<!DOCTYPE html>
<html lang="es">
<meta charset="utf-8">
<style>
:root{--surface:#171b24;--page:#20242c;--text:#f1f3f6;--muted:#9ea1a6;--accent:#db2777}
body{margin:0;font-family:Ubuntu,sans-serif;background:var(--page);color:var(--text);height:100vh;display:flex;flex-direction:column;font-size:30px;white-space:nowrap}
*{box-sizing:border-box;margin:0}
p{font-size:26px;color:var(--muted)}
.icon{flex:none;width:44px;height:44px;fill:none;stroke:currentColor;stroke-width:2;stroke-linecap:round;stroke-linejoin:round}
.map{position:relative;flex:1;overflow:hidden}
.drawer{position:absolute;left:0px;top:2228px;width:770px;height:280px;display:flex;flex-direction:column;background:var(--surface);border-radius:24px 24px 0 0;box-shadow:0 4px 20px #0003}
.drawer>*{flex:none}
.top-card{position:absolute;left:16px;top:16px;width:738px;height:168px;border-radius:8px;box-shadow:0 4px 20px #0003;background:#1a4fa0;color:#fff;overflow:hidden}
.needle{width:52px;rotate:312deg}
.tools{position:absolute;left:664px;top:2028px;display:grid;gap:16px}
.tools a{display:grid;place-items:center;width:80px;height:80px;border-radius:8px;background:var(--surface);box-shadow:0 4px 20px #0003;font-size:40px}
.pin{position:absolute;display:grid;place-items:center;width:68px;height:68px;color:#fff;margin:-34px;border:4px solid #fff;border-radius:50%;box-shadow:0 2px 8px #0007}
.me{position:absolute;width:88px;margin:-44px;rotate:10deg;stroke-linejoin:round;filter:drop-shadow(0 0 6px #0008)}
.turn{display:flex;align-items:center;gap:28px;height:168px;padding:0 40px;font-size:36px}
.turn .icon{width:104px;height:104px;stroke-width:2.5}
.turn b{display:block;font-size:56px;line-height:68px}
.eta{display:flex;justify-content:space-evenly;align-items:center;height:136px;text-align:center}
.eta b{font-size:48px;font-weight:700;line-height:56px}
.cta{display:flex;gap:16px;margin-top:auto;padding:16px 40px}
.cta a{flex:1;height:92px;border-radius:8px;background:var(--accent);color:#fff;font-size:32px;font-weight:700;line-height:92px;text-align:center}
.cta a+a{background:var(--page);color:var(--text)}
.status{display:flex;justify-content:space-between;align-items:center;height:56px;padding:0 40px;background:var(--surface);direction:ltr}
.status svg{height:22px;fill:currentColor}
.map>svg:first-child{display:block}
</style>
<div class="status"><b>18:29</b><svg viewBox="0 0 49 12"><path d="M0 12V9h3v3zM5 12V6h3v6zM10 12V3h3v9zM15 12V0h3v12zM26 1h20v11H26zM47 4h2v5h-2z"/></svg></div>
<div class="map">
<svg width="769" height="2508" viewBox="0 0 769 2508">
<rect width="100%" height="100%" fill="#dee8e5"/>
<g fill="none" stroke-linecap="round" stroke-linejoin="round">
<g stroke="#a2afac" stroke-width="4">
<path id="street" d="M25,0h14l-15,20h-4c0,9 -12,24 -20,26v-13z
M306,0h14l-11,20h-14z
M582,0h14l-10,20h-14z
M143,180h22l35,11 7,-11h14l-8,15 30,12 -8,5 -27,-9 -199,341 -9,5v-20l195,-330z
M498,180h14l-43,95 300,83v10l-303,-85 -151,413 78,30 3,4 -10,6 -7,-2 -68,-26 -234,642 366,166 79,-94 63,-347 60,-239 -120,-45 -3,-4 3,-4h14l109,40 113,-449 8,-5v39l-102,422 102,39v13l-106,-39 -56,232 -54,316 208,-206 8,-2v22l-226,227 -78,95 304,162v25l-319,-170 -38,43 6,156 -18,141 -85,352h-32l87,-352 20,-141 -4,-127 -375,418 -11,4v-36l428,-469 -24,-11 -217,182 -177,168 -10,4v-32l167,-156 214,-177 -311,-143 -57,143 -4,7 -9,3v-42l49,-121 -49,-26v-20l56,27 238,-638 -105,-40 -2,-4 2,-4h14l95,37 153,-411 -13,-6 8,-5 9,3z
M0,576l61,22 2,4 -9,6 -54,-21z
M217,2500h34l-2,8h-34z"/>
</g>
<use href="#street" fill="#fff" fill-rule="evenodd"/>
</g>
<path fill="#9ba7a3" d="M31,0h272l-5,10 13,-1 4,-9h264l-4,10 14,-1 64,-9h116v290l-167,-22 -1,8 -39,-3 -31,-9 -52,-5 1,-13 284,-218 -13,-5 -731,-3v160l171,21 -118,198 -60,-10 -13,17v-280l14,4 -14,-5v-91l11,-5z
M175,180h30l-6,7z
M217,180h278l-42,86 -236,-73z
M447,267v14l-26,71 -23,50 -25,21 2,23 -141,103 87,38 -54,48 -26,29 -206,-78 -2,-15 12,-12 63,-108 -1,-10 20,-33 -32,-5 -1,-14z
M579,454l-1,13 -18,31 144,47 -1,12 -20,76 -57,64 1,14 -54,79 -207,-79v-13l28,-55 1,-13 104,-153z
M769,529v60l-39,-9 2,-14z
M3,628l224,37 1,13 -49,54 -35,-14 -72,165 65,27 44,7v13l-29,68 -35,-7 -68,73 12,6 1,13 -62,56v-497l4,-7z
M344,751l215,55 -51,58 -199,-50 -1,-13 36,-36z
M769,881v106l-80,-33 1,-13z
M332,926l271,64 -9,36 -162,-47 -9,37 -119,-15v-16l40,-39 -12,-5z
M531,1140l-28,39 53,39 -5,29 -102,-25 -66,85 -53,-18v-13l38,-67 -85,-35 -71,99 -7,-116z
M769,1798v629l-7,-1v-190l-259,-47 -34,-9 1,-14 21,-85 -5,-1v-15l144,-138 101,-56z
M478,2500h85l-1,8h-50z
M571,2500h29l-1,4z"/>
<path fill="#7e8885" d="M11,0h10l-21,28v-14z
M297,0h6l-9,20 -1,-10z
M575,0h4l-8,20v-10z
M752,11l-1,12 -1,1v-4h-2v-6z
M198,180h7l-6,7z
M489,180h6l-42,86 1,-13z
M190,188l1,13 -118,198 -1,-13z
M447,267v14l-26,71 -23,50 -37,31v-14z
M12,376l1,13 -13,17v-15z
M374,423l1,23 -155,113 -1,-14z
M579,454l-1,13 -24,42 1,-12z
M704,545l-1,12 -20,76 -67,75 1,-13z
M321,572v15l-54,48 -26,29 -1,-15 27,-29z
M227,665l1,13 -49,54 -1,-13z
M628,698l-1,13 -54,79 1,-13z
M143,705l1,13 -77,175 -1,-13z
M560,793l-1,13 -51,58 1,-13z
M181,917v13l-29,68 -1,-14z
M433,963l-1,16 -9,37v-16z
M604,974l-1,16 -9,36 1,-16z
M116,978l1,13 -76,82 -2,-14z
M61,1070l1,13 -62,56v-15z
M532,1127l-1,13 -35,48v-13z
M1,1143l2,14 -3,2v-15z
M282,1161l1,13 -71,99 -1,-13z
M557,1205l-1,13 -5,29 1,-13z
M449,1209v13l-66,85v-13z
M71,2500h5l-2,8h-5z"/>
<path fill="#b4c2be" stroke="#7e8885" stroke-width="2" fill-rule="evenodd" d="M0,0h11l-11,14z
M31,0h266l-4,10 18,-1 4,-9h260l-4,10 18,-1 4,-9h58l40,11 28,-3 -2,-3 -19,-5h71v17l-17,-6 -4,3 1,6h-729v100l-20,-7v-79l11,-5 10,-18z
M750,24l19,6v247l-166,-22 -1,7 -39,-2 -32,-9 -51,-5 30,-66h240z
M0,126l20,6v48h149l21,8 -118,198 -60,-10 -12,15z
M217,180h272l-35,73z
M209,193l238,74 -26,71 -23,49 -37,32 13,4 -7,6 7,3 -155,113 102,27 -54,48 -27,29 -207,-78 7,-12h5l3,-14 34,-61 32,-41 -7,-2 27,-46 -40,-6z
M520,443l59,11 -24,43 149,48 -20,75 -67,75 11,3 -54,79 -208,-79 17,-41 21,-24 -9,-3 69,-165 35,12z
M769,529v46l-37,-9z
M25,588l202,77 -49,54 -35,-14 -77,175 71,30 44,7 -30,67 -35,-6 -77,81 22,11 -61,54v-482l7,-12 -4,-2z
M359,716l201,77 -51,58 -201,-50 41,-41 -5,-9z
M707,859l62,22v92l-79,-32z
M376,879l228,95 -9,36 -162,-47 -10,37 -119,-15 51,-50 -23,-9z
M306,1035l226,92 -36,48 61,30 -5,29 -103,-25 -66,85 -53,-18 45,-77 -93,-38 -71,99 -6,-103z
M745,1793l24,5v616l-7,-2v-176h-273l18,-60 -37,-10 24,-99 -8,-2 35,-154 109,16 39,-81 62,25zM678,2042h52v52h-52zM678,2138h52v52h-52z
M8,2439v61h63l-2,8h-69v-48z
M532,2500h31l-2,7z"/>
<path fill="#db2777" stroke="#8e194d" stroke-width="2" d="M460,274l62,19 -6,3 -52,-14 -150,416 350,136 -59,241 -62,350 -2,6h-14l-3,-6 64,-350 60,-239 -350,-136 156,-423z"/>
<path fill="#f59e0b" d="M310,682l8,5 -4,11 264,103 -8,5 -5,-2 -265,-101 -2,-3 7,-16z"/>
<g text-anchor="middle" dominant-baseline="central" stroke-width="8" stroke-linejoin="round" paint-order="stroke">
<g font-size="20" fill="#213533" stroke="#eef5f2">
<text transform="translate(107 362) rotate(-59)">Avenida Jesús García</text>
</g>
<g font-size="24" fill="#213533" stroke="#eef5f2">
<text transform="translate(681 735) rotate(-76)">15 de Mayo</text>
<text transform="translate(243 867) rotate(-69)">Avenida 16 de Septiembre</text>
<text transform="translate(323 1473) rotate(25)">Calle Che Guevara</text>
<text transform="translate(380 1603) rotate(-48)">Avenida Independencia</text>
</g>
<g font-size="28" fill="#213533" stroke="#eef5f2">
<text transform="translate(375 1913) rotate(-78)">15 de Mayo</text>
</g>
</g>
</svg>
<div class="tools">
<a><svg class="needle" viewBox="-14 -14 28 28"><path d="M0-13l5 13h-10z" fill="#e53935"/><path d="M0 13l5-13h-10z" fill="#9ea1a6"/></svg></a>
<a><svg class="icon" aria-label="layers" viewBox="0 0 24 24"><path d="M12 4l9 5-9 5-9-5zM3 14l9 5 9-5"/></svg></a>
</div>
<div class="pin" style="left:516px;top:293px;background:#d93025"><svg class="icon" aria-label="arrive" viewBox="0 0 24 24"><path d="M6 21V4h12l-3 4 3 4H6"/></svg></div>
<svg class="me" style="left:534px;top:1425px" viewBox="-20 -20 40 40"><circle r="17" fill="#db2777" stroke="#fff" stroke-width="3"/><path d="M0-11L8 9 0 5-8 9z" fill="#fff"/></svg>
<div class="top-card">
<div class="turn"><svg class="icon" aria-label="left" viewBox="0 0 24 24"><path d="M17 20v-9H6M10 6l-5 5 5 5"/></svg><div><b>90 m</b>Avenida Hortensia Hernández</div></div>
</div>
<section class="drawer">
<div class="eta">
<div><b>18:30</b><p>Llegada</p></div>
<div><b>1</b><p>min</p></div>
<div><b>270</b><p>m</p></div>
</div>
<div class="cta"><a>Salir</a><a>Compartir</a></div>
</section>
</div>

REQUIREMENT
Every line of the listing above that contains "none" is to be copied.

OUTPUT FOR THIS EXERCISE
.icon{flex:none;width:44px;height:44px;fill:none;stroke:currentColor;stroke-width:2;stroke-linecap:round;stroke-linejoin:round}
.drawer>*{flex:none}
<g fill="none" stroke-linecap="round" stroke-linejoin="round">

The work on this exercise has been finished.